No official reason has been given. A colleague's post suggests it was not voluntary — "I know leaving wasn't your choice." TechNode reports internal team reorganizations at Tongyi Lab. Bloomberg notes Lin publicly criticized the gap with OpenAI, which may have created friction with management.
Is Qwen still the best open-source model for local AI?
As of March 2026, yes. The Qwen 3.5 family — especially the 4B and 9B — scores at or above much larger models on MMLU-Redux, LiveCodeBench, and agent benchmarks. No other open-source family matches Qwen's breadth across model sizes.
Should I switch to a different model family?

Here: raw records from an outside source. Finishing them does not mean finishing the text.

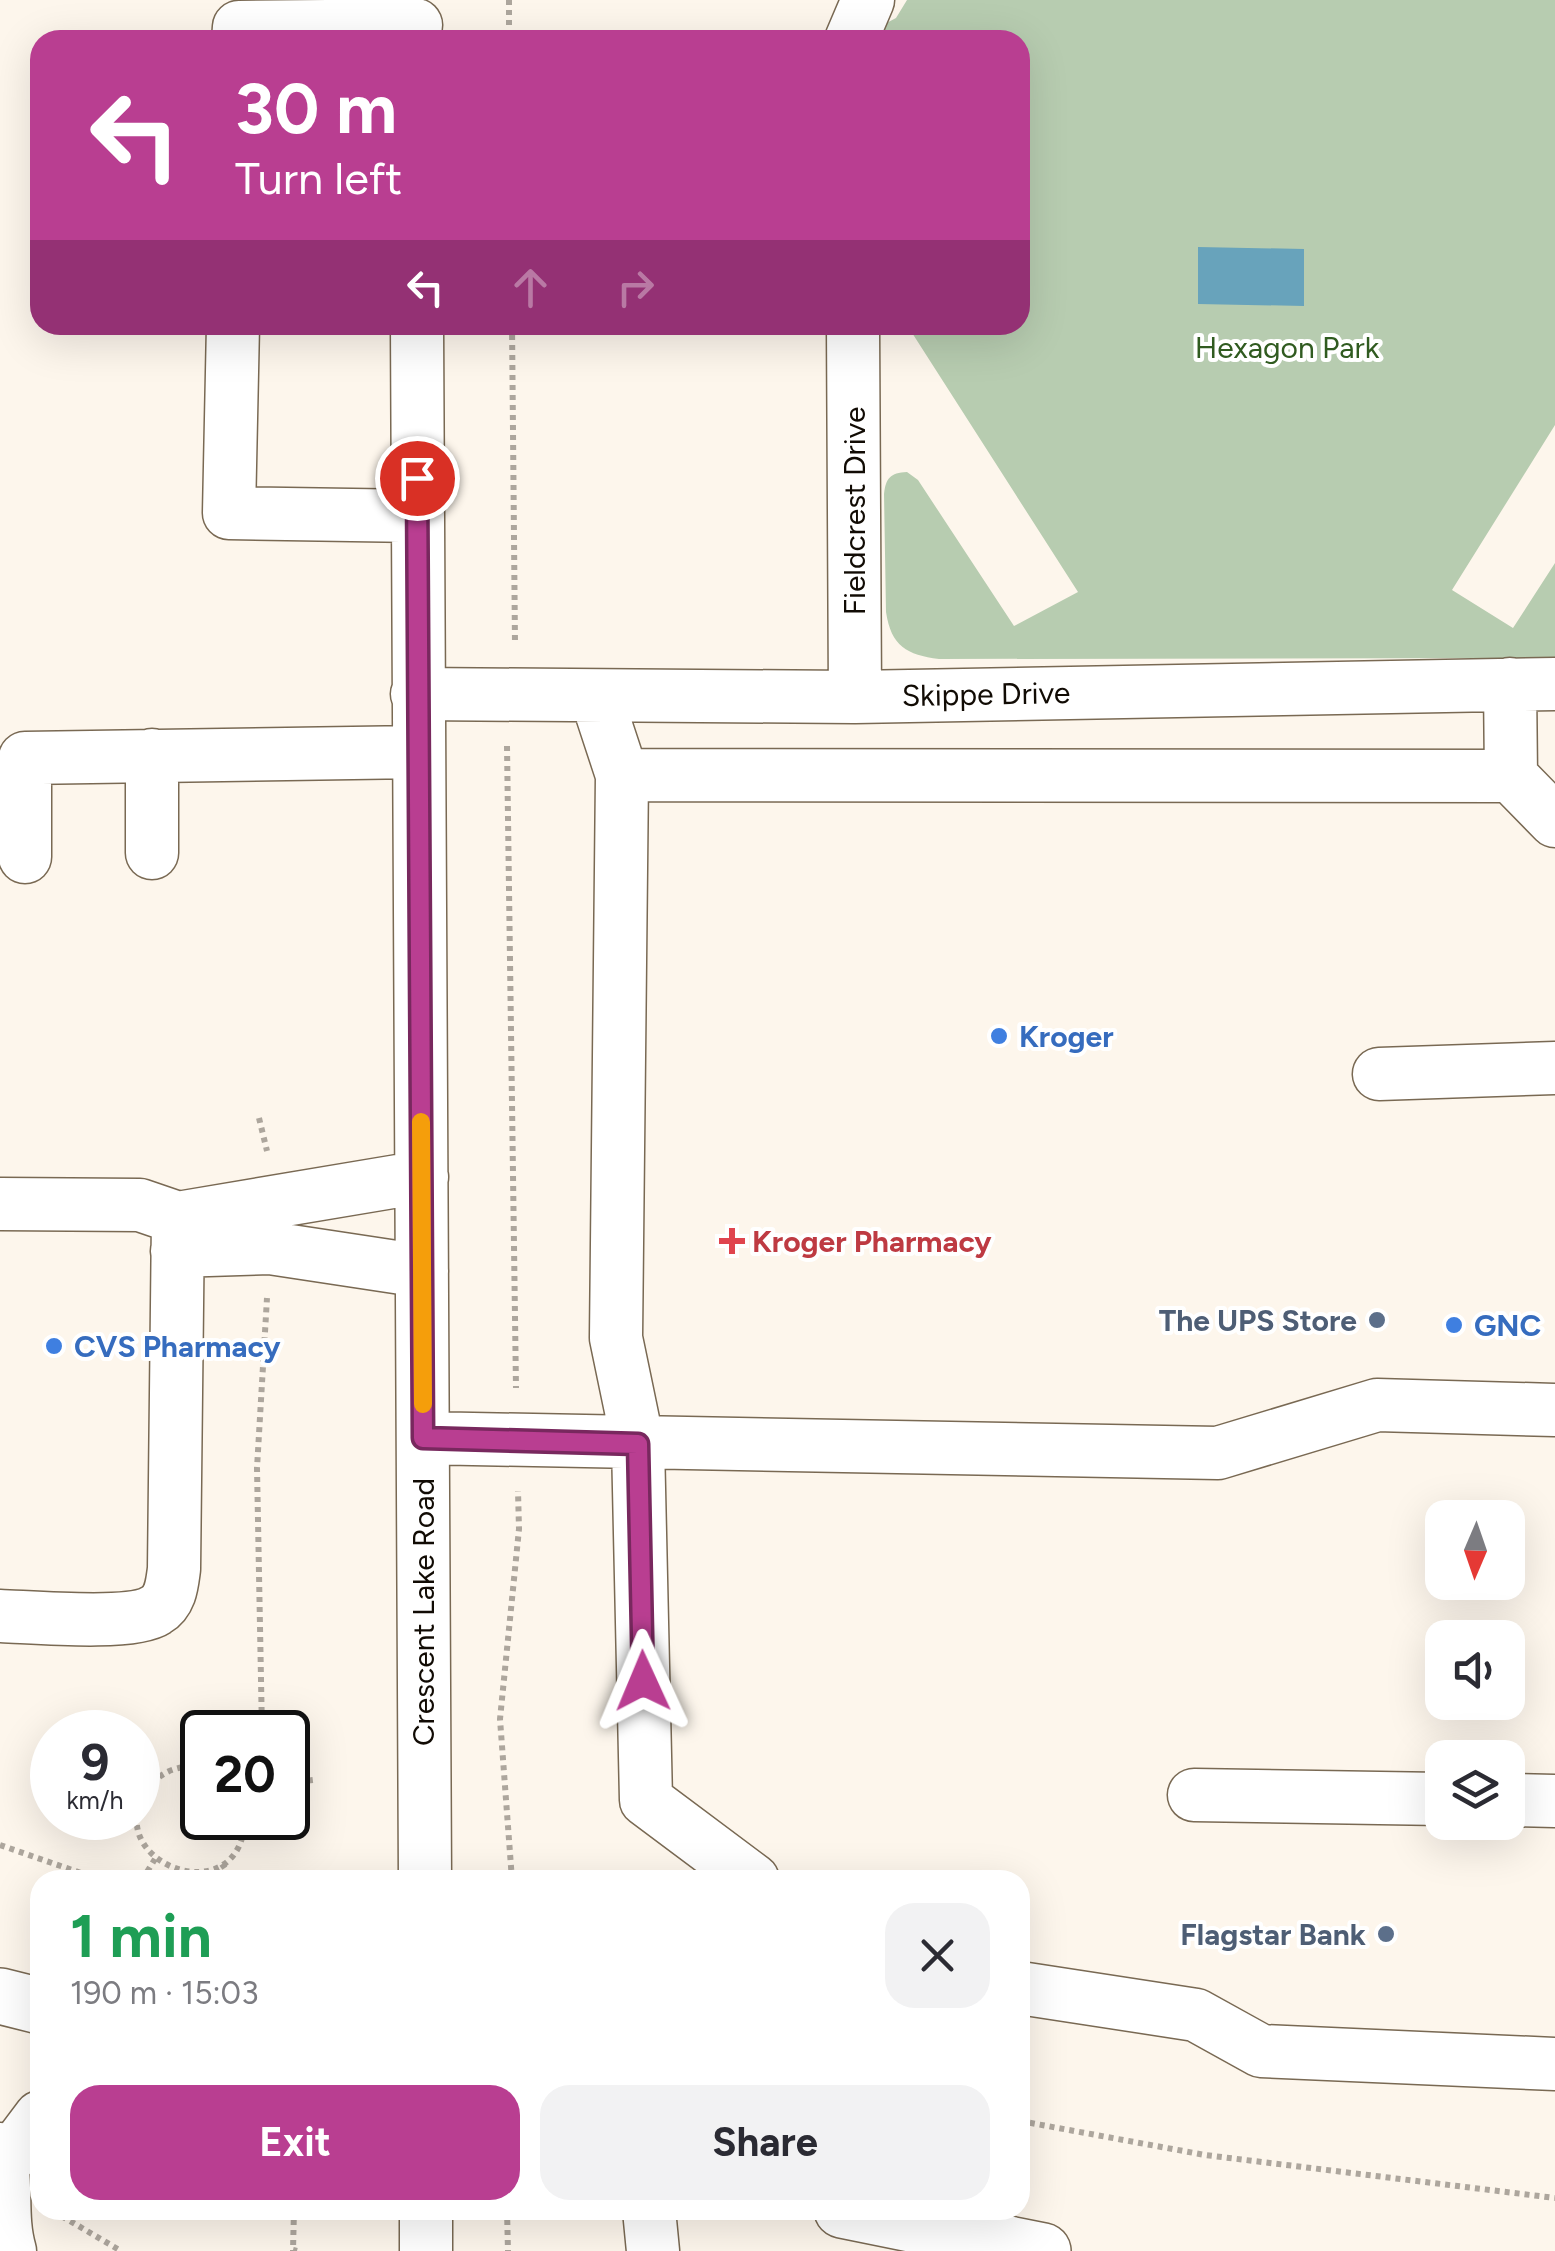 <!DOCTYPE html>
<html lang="en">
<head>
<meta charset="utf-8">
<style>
	:root { --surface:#fff; --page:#f2f2f3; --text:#2b2b33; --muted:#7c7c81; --accent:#b93e91 }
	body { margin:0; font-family:Figtree,sans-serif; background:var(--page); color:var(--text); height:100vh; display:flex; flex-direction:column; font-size:38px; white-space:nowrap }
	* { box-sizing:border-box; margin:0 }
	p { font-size:32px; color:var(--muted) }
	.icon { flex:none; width:55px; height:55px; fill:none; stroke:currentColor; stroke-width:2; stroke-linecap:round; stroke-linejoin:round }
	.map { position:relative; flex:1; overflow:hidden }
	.sheet { position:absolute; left:30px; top:1870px; width:1000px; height:350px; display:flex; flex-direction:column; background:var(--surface); border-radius:30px; box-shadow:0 10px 40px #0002 }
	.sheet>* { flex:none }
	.banner { position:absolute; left:30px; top:30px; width:1000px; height:305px; border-radius:30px; box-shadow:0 10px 40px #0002; background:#b93e91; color:#fff; overflow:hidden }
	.needle { width:65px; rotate:182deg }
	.buttons { position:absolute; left:1425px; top:1500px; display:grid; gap:20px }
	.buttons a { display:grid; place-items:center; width:100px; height:100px; border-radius:20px; background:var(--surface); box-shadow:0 10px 40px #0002; font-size:50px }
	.speed { position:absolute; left:30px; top:1710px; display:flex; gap:20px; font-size:50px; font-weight:700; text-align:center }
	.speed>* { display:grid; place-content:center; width:130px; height:130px; border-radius:50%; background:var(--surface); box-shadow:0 10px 40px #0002; line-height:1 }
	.speed small { font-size:25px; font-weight:400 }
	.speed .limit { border:5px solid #111; border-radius:15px; background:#fff; color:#111 }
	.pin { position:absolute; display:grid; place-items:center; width:85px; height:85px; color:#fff; margin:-42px; border:5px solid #fff; border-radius:50%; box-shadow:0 2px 10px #0007 }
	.me { position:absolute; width:110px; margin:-55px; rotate:359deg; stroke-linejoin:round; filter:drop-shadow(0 0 8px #0008) }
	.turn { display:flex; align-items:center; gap:35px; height:210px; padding:0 40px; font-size:45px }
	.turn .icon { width:130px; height:130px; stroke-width:2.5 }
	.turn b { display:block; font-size:70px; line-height:85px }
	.lanes { display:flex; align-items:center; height:95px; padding:0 40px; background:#0003; justify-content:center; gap:50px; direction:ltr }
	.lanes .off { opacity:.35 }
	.round { display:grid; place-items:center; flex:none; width:105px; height:105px; border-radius:30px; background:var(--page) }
	.headline { display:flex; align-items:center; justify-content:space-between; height:170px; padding:0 40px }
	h1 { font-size:60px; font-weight:700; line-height:75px; color:#1e9e55 }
	.button { display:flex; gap:20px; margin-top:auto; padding:20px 40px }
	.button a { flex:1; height:115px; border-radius:30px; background:var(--accent); color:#fff; font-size:40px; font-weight:700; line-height:115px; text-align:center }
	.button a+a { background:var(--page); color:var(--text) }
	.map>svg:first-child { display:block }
	.green { fill:#b7ccb0 }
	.water { fill:#68a3bb }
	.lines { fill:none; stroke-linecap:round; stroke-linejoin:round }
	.minor-casing { stroke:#796953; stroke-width:55 }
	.highway-casing { stroke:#796953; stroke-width:58 }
	.path { stroke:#ada69d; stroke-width:6; stroke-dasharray:5 5; stroke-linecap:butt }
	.minor { stroke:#fff; stroke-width:52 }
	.highway { stroke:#fff; stroke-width:55 }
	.route-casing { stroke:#78285e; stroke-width:25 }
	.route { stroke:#b93e91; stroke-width:18 }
	.slow { stroke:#f59e0b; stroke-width:18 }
	.shop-dot { fill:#3f7fe0; stroke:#fff; stroke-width:4 }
	.health-dot { fill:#e0444e; stroke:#fff; stroke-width:4 }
	.service-dot { fill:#5c6f8a; stroke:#fff; stroke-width:4 }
	.labels { text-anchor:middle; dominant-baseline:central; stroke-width:8; stroke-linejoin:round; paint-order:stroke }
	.park-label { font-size:30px; fill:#305b20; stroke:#fff }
	.street-label { font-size:30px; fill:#110b04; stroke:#fff }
	.shop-label { font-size:30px; font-weight:bold; fill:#366cbe; stroke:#fff; text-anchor:start }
	.health-label { font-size:30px; font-weight:bold; fill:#be3a42; stroke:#fff; text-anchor:start }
	.service-label { font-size:30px; font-weight:bold; fill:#4e5e75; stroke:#fff; text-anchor:end }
</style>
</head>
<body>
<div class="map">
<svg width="1555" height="2251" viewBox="0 0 1555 2251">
	<rect width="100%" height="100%" fill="#fdf6ec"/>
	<path class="green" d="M907,0H1555V425L1452,590L1513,628L1555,563V658L939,659C907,655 891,646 886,612L884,494C886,478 890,473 907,472L918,480L1014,626L1078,592L907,325H1020V40H879V27L896,18Z"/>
	<path class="water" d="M1198,247L1304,249V306L1198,304Z"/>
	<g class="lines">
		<g class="minor-casing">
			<path id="minor" d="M238,40L239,27L416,25
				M851,40L868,0
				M233,325L229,513L417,516
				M417,325L425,1880
				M853,325L855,697
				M1510,684L1511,776
				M417,694L855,697L1555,684
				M596,696L622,775L616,1338L638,1444L646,1800L753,1880
				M152,755V853
				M622,775L1511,776L1555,821
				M25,857V758L418,752
				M1379,1074L1555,1068
				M0,1204L140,1205L178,1218L174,1569C172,1584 171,1601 156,1610C132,1626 32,1617 0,1616
				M178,1218L422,1177
				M177,1251L270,1248L422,1271
				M423,1438L1218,1453L1377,1405L1555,1410
				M1194,1795L1442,1799
				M1508,1800L1555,1801
				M1020,1988L1196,2015L1261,2051L1555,2064
				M0,2149C8,2183 0,2217 10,2251
				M4,2165L40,2117
				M426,2210V2251
				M649,2210L653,2251"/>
		</g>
		<g class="highway-casing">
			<path id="highway" d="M0,1996L40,2006
				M842,2210L1043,2251"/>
		</g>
		<path class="path" d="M509,0V40
			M512,325L515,644
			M507,746L516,1388
			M259,1118L267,1151
			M262,1732L257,1468L267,1298
			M202,1768C185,1764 165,1769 153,1783C87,1858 242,1921 245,1818
			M288,1783L313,1780
			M0,1845L101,1880
			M222,1864L233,1880
			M142,1880L155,1859
			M512,1880L500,1719L519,1529L518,1491
			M1020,2121L1205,2155L1555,2198
			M294,2210L293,2250L297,2251
			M507,2210L508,2251
			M53,2211L121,2251"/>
		<use href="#minor" class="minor"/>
		<use href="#highway" class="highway"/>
	</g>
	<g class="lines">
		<g class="route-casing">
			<path id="route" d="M417,478L423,1438L638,1444L643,1681"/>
		</g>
		<use href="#route" class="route"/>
		<path class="slow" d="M421,1122L423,1404"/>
	</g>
	<g class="shop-dot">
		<circle cx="999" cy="1036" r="10"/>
		<circle cx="1454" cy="1325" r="10"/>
		<circle cx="54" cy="1346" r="10"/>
	</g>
	<path class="health-dot" d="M727 1226h10v10h10v10h-10v10h-10v-10h-10v-10h10z"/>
	<g class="service-dot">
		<circle cx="1377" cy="1320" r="10"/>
		<circle cx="1386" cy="1934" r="10"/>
	</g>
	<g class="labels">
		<g class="park-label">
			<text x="1287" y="347">Hexagon Park</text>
		</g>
		<g class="street-label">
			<text transform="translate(854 511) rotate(-90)">Fieldcrest Drive</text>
			<text transform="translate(986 694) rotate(-1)">Skippe Drive</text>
			<text transform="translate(423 1612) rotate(-90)">Crescent Lake Road</text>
		</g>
		<g class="shop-label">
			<text x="1019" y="1036">Kroger</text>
			<text x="1474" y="1325">GNC</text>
			<text x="74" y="1346">CVS Pharmacy</text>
		</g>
		<g class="health-label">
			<text x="752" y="1241">Kroger Pharmacy</text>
		</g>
		<g class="service-label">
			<text x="1357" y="1320">The UPS Store</text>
			<text x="1366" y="1934">Flagstar Bank</text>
		</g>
	</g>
</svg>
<div class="buttons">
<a><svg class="needle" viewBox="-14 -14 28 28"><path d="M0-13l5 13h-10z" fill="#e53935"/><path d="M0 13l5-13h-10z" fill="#7c7c81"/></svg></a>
<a><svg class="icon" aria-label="sound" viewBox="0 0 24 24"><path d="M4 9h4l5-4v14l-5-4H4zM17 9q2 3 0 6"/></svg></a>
<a><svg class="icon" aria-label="layers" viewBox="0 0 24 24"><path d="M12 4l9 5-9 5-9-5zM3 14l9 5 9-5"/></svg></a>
</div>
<div class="speed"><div>9<small>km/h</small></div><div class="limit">20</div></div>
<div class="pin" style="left:417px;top:478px;background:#d93025"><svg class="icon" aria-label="arrive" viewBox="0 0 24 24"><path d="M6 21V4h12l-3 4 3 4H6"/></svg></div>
<svg class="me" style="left:643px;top:1681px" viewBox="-20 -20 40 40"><path d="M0-17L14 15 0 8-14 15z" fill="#b93e91" stroke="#fff" stroke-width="4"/></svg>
<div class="banner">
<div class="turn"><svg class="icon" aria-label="left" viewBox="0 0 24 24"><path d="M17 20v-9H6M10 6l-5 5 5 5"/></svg><div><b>30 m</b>Turn left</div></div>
<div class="lanes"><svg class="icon" aria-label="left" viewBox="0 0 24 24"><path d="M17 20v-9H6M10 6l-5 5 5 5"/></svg><svg class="icon off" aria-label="ahead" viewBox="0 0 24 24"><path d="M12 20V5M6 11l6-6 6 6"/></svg><svg class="icon off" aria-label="right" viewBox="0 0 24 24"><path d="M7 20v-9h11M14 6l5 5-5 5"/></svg></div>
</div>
<section class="sheet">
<div class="headline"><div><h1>1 min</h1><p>190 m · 15:03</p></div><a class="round"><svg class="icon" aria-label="close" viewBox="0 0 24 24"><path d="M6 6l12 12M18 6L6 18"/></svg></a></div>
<div class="button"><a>Exit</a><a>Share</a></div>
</section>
</div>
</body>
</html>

Not yet. The Qwen 3.5 models you have today are excellent. If Alibaba's next release cycle shows quality regression or license changes, that would be the time to evaluate alternatives like Llama, Gemma, or Mistral. For now, check which Qwen model fits your Mac.
Where might the departed leaders go next?
No announcements yet. China's AI talent market is intensely competitive. DeepSeek, Moonshot AI, ByteDance, and well-funded startups are all actively recruiting senior AI researchers. A new venture is also possible — Lin has the citations, reputation, and track record to attract funding easily.